Let us pass on, and consider for a moment the Apostles' Creed, so called. There was a time in the Church when people really supposed that the apostles were its author. There are persons to-day who have not discovered the contrary. I crossed the ocean a few years ago when on board were a bishop of one of the Western States and a young candidate for orders who was travelling with him as his pupil. I fell into conversation with this young man, and found that he really believed that the twelve clauses of the Apostles' Creed were manufactured by the apostles themselves. He had never discovered anything to the contrary.

A still more astonishing fact came to my knowledge last year. During that discussion over Ian McLaren's creed, in which so many people were interested last winter, Chancellor McCracken, of the University of New York, published a letter, in which he referred to the Apostles' Creed as written eighteen hundred years ago. It took my breath away when I read it. I wondered, Could the chancellor of a great University possibly be ignorant of the facts? Would he state that which he knew was not true? I could not explain it either way. I was compelled to think, if he was thoughtless and careless about it, that he had no business to be about a matter of such importance. But he said the Apostles' Creed was written eighteen hundred years ago.

Now what are the facts? The apostles had nothing whatever to do with the creed, as everybody knows to-day who chooses to look into the matter.

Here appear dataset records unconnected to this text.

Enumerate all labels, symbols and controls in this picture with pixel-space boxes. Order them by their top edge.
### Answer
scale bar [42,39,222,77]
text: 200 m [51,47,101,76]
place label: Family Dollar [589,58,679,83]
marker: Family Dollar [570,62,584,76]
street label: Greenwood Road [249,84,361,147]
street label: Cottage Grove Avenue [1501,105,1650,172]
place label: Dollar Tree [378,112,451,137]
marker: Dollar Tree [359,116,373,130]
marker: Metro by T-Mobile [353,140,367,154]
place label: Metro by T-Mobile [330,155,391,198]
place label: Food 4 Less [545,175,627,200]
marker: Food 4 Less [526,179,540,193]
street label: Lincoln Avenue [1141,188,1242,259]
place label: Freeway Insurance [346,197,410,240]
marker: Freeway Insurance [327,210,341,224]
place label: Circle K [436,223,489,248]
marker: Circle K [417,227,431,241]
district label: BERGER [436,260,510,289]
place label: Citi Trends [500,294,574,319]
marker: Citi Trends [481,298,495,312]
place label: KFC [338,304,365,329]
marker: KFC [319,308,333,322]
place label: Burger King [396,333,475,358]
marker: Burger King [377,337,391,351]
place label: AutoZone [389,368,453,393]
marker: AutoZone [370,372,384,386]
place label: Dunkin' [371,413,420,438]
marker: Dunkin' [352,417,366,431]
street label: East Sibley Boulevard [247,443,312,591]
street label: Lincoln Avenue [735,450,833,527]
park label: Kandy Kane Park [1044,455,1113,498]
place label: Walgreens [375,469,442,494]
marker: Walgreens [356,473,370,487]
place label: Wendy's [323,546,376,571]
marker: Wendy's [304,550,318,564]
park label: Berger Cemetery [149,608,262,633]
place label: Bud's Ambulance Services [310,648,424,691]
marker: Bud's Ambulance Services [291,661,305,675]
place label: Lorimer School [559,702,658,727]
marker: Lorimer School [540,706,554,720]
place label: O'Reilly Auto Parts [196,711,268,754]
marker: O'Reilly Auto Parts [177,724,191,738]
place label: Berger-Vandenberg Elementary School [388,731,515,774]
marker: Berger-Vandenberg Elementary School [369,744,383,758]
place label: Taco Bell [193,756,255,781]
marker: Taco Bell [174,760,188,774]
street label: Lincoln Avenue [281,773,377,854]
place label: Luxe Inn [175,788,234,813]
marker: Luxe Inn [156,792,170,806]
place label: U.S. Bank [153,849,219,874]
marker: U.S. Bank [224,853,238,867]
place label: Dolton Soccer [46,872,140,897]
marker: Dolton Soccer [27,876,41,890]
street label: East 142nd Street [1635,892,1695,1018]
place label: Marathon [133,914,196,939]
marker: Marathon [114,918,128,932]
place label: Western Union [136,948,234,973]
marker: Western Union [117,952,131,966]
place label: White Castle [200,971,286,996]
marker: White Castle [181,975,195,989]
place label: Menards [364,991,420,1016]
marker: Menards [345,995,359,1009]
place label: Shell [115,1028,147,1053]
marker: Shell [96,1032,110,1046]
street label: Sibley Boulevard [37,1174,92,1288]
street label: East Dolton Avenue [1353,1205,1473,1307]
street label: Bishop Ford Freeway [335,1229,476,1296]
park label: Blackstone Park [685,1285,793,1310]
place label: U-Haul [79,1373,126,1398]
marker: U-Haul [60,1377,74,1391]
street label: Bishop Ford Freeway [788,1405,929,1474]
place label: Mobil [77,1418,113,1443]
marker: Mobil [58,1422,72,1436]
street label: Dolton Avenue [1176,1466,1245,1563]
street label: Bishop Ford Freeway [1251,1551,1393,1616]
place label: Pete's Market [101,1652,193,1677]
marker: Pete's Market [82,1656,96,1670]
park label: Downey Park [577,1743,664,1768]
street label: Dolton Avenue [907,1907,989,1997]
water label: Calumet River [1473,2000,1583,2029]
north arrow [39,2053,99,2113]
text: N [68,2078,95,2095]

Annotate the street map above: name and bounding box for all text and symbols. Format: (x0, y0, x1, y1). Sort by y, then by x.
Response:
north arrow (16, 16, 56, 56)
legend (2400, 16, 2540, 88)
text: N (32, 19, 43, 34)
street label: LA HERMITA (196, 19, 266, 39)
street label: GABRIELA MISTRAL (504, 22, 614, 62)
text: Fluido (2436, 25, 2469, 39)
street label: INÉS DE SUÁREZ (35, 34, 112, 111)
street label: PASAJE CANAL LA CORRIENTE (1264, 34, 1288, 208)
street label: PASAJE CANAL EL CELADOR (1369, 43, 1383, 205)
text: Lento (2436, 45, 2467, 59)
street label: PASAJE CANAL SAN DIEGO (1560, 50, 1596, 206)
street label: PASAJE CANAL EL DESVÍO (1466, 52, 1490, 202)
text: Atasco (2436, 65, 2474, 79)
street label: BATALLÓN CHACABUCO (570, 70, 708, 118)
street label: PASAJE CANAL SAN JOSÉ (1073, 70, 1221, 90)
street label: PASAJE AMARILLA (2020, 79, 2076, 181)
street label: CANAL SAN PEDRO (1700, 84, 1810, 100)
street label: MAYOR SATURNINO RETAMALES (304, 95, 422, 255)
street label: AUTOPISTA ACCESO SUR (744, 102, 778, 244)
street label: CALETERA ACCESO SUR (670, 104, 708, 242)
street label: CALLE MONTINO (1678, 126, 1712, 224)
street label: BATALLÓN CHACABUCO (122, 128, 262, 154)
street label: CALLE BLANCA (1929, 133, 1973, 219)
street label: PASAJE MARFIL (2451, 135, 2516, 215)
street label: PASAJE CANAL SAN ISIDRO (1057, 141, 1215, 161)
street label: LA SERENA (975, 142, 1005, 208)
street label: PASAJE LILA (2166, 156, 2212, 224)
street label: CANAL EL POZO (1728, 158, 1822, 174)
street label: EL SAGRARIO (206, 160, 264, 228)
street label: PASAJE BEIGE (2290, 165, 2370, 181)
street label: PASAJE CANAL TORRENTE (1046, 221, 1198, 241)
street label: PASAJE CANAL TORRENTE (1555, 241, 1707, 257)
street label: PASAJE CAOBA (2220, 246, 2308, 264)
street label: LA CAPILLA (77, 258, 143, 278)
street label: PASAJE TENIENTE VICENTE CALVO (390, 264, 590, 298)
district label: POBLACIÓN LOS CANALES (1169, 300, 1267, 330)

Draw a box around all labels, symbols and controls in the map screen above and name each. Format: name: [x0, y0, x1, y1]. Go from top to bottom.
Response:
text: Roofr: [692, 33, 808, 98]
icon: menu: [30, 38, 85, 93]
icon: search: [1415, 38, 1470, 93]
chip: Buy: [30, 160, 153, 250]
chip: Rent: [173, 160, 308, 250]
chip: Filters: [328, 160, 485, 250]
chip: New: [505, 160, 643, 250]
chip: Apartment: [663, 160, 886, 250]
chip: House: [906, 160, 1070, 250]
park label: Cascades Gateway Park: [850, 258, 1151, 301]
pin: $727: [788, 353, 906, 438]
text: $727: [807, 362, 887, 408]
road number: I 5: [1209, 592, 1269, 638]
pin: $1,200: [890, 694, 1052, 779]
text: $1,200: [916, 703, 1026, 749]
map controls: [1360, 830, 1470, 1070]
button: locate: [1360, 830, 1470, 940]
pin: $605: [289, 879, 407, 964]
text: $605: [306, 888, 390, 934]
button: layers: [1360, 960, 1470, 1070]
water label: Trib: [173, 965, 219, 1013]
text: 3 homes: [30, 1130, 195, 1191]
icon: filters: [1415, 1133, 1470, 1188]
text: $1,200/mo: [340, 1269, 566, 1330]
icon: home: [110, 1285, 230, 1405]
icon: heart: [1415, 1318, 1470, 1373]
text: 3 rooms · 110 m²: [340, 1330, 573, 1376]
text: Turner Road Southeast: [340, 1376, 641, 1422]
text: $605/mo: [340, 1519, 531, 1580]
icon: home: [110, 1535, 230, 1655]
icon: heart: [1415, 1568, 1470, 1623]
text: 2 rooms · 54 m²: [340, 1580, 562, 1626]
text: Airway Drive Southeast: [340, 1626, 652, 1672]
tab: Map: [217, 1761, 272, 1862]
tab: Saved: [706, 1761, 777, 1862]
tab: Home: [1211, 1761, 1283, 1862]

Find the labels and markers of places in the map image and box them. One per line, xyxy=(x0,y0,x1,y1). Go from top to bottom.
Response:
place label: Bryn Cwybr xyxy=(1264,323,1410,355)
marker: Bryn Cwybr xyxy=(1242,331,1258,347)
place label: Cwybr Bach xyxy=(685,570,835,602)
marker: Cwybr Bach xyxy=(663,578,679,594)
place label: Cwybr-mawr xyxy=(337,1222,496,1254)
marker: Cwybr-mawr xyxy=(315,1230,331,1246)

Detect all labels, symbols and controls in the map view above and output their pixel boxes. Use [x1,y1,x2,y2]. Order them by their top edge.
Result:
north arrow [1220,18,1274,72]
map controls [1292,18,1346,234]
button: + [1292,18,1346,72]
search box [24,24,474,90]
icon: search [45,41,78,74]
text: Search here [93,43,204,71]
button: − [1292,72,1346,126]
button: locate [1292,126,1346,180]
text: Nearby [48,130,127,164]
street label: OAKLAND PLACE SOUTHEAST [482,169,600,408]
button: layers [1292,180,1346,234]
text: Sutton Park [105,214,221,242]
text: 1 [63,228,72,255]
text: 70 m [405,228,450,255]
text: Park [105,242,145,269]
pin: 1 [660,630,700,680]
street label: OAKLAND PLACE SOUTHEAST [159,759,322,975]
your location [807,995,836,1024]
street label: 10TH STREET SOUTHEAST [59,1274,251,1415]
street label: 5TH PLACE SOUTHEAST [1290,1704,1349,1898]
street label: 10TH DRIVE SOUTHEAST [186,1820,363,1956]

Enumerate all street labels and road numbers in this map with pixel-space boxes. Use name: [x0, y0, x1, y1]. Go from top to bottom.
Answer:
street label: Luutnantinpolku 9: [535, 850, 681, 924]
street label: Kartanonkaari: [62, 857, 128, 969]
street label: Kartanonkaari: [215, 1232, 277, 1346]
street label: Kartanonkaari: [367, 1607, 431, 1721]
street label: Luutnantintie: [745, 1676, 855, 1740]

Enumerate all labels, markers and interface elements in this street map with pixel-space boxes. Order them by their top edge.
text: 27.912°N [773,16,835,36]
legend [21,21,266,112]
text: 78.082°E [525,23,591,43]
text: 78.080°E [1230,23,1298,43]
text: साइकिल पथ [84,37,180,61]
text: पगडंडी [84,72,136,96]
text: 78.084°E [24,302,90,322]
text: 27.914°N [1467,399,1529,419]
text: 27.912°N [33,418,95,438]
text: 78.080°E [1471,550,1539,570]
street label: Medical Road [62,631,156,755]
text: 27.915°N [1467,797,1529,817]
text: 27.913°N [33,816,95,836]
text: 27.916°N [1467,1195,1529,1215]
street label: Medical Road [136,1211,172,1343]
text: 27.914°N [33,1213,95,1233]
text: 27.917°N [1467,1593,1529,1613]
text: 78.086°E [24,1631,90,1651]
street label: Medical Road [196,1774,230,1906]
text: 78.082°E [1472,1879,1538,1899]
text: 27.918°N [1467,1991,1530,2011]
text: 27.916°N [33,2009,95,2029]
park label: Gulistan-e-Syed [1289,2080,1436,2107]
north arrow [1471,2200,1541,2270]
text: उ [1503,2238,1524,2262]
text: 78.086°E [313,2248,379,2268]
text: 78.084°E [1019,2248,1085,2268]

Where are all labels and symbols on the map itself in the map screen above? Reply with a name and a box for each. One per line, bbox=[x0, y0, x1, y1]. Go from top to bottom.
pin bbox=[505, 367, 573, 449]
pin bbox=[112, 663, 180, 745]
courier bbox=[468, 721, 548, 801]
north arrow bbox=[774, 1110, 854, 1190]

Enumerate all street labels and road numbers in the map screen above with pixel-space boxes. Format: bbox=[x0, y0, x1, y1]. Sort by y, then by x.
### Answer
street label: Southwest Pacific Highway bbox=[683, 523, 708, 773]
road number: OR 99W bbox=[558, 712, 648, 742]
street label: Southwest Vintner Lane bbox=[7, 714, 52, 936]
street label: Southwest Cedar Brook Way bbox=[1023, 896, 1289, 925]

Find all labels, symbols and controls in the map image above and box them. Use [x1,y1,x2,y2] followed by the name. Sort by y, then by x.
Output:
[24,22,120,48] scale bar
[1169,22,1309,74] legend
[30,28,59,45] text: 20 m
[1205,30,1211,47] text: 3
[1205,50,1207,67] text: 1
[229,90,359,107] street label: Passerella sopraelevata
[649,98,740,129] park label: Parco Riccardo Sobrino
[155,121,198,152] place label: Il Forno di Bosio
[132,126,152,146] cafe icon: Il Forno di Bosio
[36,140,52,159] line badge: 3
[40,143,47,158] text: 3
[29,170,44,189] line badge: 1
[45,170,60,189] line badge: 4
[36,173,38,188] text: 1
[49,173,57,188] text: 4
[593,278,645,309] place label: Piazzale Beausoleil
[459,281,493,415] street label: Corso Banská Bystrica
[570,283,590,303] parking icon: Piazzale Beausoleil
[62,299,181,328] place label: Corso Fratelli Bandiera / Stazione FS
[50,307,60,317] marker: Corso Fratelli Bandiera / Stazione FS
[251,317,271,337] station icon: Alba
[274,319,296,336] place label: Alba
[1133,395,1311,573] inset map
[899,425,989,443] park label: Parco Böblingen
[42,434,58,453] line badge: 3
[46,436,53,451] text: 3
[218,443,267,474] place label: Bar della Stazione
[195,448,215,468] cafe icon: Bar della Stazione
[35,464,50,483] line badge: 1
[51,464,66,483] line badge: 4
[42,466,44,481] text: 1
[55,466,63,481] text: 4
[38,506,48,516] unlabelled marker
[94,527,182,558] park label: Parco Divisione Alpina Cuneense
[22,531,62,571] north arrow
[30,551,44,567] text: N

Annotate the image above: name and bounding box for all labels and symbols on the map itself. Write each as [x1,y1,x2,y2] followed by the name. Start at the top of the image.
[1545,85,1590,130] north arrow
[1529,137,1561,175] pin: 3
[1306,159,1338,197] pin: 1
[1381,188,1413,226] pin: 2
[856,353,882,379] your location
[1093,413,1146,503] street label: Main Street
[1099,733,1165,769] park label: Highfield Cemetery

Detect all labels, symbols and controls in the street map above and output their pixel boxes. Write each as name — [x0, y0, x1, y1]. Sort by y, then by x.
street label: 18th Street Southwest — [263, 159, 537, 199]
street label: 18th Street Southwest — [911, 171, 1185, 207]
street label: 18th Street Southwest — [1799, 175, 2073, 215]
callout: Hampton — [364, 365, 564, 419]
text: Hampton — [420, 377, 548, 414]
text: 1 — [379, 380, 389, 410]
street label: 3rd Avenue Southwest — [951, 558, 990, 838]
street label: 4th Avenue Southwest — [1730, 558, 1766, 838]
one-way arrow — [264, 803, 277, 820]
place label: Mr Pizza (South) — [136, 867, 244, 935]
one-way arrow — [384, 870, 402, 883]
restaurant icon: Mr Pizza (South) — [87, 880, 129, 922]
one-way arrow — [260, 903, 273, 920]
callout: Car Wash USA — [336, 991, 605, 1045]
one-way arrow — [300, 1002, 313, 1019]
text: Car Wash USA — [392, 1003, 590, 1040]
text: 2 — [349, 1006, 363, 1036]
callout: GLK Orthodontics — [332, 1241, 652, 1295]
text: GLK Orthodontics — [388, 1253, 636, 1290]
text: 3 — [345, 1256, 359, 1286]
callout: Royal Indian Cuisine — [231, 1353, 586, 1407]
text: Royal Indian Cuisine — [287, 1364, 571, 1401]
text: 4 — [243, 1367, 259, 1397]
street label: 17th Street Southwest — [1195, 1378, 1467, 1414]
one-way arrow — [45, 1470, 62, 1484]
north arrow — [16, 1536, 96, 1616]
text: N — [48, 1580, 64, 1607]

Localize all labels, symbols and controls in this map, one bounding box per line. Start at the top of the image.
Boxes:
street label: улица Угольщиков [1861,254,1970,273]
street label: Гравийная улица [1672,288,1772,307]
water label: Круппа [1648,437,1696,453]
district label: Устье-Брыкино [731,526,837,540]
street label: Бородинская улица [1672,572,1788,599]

It grew, and was four or five hundred years in growth, one phrase in one shape held in a certain part of the Church, another phrase in another shape held in another part of the Church, people holding nothing so sacred about it but that they were at perfect liberty to change it and add to it and take away from it, until, as we get it to- day, it appeared for the first time in history at about the year 500. And yet it stands in the Church to-day claiming to be the Apostles' Creed.

And this Apostles' Creed, if it were a part of the purpose I have in mind this morning, I could analyze, and find that it contains elements which nobody accepts to-day; and yet nobody dares to propose touching it, such is the reverence for that which is old. So much more reverence does the world have for that which is old than for that which is true.

If you approach a Churchman in regard to his belief in the resurrection of the body, he will say, Of course, we do not believe in the resurrection of the body: we believe in the resurrection of the soul. But he does not believe in the resurrection of the soul, either.

Let me make two statements in regard to this. In the first place, if he does not believe in the resurrection of the body, he has no right to say it, because the House of Bishops, representing the whole Church of the United states, in an authoritative pastoral letter issued within three years, declares that fixity of interpretation is of the essence of the creeds. No man, then, is at liberty to change the interpretation to suit himself.

And then, again, nobody, as I say, believes in the resurrection of the soul. Why? Because that statement, with the authority of the House of Bishops that nobody has any business to change or reinterpret, carries with it a world underneath the surface of the earth to which the dead go down; and resurrection means coming up again from that underground world. Nobody believes in any underground world to-day. You cannot be resurrected. That is, you cannot rise again unless you have first gone down. It is the ascent of the soul we believe in to-day, and not its resurrection, much less the resurrection of the body.